TV has destroyed my mindhead

Like most children of the '80s I watched a lot of televeision. I am talking countless hours a day in front of that wood grained Zenith (and it was) radioactive tube and not surprisingly all those old episodes of Macguyver, the A-Team and of course Family Ties keep crawling out of the depths of the sludge known as my thinkin box area. It would appear that the trend has continued...

Swimming… In the Amazon


I should probably never go swimming in the Amazon.

It’s true, it looks totally bad ass and everything; all those half naked Indians with the cool haircuts splashing around like little monkeys at the zoo, the sweltering heat, the mosquitoes as big as eagles.

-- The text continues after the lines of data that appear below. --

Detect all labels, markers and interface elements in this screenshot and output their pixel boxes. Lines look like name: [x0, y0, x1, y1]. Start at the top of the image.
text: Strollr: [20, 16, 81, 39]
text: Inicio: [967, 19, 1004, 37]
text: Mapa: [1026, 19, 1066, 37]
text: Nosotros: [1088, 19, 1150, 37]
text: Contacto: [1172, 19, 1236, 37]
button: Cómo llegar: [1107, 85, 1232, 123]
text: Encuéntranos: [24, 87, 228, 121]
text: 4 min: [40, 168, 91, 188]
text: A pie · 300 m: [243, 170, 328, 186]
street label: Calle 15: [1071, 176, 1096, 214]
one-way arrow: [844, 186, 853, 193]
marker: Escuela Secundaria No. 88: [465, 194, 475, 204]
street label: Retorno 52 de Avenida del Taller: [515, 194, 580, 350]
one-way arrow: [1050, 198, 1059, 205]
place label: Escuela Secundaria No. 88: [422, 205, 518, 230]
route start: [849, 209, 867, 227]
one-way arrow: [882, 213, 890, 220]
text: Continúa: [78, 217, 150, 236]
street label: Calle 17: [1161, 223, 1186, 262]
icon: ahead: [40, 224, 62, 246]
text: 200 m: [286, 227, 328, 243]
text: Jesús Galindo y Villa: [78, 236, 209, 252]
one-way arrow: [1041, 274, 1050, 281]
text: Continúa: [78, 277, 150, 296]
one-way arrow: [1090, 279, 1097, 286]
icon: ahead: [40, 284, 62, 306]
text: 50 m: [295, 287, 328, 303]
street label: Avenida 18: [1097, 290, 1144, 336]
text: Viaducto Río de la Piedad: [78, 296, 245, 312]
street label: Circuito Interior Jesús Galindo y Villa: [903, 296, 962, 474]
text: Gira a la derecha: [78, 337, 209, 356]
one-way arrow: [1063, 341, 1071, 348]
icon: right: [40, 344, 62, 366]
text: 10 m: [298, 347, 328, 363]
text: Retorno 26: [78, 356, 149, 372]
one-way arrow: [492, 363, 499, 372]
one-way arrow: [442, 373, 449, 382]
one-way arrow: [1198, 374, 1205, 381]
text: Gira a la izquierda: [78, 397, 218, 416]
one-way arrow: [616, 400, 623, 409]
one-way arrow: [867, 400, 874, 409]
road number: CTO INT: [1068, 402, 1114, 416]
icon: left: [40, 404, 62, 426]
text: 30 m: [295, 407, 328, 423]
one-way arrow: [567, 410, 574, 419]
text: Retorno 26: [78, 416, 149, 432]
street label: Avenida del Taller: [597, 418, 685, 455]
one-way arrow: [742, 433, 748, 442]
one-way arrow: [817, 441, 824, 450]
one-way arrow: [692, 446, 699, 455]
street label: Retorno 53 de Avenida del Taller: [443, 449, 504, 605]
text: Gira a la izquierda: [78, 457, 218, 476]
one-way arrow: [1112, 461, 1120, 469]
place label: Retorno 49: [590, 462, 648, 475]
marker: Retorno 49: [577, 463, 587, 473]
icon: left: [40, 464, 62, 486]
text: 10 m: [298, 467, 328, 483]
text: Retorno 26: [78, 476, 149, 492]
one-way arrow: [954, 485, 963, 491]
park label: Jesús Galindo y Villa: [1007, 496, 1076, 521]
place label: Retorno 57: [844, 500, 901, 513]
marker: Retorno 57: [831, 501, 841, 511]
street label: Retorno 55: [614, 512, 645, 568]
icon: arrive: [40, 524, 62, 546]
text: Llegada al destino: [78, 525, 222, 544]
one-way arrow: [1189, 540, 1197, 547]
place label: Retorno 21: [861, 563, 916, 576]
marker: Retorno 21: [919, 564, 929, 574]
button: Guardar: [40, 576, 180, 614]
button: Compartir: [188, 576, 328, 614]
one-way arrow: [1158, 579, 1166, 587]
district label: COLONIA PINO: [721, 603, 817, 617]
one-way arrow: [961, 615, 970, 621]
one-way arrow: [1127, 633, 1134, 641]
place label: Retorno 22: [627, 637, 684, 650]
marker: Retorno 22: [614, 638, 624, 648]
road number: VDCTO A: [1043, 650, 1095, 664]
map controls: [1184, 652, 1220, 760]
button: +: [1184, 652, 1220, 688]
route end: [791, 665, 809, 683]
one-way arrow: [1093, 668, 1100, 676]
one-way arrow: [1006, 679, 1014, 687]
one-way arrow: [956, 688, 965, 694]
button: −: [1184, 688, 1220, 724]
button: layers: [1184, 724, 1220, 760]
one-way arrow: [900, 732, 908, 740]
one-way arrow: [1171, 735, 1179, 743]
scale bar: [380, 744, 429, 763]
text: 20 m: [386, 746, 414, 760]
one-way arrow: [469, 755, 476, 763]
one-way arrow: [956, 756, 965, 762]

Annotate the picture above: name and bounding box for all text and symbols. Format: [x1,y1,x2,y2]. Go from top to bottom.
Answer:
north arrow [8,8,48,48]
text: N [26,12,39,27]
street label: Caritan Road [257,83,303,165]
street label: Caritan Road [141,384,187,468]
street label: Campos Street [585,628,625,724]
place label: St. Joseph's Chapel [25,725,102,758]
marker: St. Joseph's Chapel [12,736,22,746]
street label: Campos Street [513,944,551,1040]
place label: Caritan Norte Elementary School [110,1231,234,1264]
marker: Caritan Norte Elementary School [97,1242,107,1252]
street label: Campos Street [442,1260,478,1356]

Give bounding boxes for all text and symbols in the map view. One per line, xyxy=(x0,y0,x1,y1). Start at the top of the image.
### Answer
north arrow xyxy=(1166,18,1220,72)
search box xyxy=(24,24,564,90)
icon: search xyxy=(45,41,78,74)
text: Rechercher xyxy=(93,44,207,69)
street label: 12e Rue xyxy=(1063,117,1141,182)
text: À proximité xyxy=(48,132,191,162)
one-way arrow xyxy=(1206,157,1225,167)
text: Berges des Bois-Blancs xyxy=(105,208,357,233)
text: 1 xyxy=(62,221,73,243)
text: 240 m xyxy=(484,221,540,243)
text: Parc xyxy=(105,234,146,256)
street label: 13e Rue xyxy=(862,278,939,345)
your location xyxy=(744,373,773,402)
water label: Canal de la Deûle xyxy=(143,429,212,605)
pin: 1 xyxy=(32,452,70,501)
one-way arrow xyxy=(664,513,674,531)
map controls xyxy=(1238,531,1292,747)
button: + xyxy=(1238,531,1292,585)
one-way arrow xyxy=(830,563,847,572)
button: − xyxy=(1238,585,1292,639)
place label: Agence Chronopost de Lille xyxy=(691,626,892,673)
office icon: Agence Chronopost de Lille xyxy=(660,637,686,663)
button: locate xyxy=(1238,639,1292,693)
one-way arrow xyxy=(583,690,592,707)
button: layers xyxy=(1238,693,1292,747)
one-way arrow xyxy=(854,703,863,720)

I was kinda thinking about going… just to check it out no big deal, but then I watched this show on the Discovery Channel where this totally tough looking Mexican guy was fishing and decided to cool off. Low and behold he must have thought he was in the shower cause… he peed (clearly he doesn’t have cable or he would have known better), probably not his best move of the day, that was obviously when he was chewing on a Cuban and grinning like Hannibal (try to fix this one A-team) cause he knew a plan was coming together and he really enjoys that.

If he had attended an American university or had a solid satellite signal, this could have been avoided.

You know he was happy as shit too when he was releasing the golden glory all over those stupid fucking fish.

Vengeance comes swiftly in the Amazon my Mexican friend, just go back to your fishing and smoking while the Amazon’s invisible dick ninja settles in for a dish of hot steamy revenge… IN YOUR PENIS.

All of this set my head a spinning, I pee in the shower… like a lot! I pee in the pool, the lake, the toilet, if there is water I will pee in it. This is a serious issue here man, I have even peed in my pants cause it was raining. There are really only two ways to avoid Juan’s fate: One would be to wear a condom while swimming in the Amazon; the problem with that is… I would get all boned up because I’m thirty three and I would see one of those hot Amazon haircut chicks and then I would have to jerk off (obviously) and who wears a condom while pleasuring oneself (Mormons) next thing you know... The only other possible option is to stop peeing in the shower, which is probably not gonna happen, I am way to far into this thing, it’s a lifestyle now, no turning back. I mean Juan survived, probably because he looked totally awesome, but that thing chewed up his urethra and almost cost him his junk! I don’t look half as tough as Jerry and I don’t smoke cigars which puts me way behind in the cool guy game.